No início do mês passado, o Instituto Ricardo Jorge (INSA) já tinha detetado 600 mutações do novo coronavírus. “Este número não tem nada de significativo, em termos de investigação é que o tem, [porque] permite-nos perceber até que ponto há algo variável e é isso que estamos a fazer”, sublinhou Fernando Almeida, presidente do INSA. Este explicou ainda que cada novo vírus pode sofrer, em média, entre uma a duas mutações por semana e todas as mutações que foram detetadas até agora pertencem ao mesmo grupo genético e partilham a mesma mutação específica da proteína ‘Spike’, aquela que permite que o vírus infete o ser humano.

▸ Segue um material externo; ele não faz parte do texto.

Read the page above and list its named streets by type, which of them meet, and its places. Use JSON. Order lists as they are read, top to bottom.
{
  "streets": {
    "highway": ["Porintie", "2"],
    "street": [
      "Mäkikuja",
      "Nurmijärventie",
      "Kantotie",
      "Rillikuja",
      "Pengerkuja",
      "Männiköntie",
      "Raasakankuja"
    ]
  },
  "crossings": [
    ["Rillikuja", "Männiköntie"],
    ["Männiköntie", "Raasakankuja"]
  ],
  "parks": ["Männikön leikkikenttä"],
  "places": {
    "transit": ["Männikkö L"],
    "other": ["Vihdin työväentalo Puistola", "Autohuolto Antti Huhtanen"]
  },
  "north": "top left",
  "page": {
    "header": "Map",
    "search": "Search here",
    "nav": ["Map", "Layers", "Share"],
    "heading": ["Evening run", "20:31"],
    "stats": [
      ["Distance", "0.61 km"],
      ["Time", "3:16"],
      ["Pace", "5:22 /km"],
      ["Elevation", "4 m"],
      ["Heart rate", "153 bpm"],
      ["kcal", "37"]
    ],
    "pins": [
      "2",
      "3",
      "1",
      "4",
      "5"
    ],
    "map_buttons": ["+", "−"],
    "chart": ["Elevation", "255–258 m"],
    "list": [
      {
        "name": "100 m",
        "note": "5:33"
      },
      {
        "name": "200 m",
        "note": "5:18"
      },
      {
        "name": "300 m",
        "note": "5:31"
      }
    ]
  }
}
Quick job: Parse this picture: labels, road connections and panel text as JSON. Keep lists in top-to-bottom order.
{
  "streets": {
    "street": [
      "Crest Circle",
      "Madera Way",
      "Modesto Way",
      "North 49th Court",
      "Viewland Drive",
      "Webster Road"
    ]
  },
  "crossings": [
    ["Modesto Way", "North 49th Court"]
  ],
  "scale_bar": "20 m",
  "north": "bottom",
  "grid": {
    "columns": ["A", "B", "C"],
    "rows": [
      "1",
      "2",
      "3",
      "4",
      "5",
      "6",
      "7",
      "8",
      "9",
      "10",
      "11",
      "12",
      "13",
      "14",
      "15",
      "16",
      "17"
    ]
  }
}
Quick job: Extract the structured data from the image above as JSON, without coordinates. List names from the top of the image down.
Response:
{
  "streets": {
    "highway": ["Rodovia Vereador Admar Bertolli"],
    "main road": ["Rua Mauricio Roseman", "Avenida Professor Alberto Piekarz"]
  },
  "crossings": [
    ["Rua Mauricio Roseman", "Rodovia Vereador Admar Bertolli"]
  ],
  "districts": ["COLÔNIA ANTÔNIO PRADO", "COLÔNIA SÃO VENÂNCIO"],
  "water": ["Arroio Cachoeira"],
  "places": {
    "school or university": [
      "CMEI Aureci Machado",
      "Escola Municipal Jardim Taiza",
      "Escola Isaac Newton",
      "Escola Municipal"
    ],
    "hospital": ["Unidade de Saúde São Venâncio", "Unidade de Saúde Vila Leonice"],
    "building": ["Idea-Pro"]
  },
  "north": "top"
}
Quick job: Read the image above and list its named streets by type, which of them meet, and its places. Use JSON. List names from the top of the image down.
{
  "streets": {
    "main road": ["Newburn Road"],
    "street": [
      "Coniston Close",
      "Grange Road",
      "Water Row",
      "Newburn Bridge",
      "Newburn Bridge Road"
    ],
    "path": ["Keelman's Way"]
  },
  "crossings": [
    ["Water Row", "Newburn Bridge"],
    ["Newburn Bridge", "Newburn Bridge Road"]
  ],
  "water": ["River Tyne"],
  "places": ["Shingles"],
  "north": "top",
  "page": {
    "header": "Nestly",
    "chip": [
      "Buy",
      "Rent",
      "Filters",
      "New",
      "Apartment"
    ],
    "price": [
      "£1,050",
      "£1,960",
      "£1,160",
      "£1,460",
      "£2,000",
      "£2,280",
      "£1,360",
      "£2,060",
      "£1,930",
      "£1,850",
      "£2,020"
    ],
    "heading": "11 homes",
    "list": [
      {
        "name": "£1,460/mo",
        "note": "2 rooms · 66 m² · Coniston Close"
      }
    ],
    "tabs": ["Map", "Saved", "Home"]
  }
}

A mutação parece ter surgido pela primeira vez em fevereiro na Europa. Uma série de estudos sugeriu que essa mutação torna o vírus SARS-CoV-2 mais infeccioso nas células modificadas em laboratórios, mas não está claro como essa propriedade se traduz em infecções em humanos.
Quão eficaz será uma vacina?
Estão cerca de 200 vacinas em desenvolvimento, 20 das quais em ensaios clínicos. Estes ensaios irão comparar as taxas de infeção de Covid-19 entre as pessoas que recebem uma vacina e aquelas que recebem um placebo.
Já existe uma equipa testou a vacina experimental ChAdOx1 nCoV-19 em macacos rhesus. Esta experiência resultou de forma positiva na prevenção de infeções pulmonares e de pneumonias, mas não no bloqueio de infeções n outras partes do corpo, como no nariz. Os macacos que receberam uma vacina desenvolvida pela Universidade de Oxford, no Reino Unido, e foram expostos ao vírus, tinham menores níveis de material genético viral no nariz, em comparação com os níveis em animais não vacinados. Resultados como este aumentam a probabilidade do desenvolvimento de uma vacina contra a Covid-19 que previne doenças graves, mas não a disseminação do vírus.
Contudo, acredita-se que, com todos os estudos a serem feitos em todo o mundo, a vacina possa estar acessível em breve.
Qual a origem do vírus?
A primeira teoria, e a que tem maior apoio dos cientistas, é que o vírus provavelmente surgiu em morcegos. Este grupo hospeda dois coronavírus intimamente relacionados ao SARS-CoV-2: um, chamado RATG13 que foi encontrado em morcegos Rhinolophus affinis na província de Yunnan, no sudoeste da China, em 2013, e é 96% idêntico ao vírus SARS-CoV-2; O outro é o RmYN02, um coronavírus encontrado em morcegos Rhinolophus malayanus, que é 93% semelhante ao novo coronavírus, segundo a Nature.
A diferença de 4% entre o RATG13 e o SARS-CoV-2 representa décadas de evolução e a possibilidade de ter havido vários portadores do vírus. Para rastrear a jornada do vírus até chegar aos humanos, os cientistas precisavam de encontrar um animal com um vírus 99% semelhante ao SARS-CoV-2.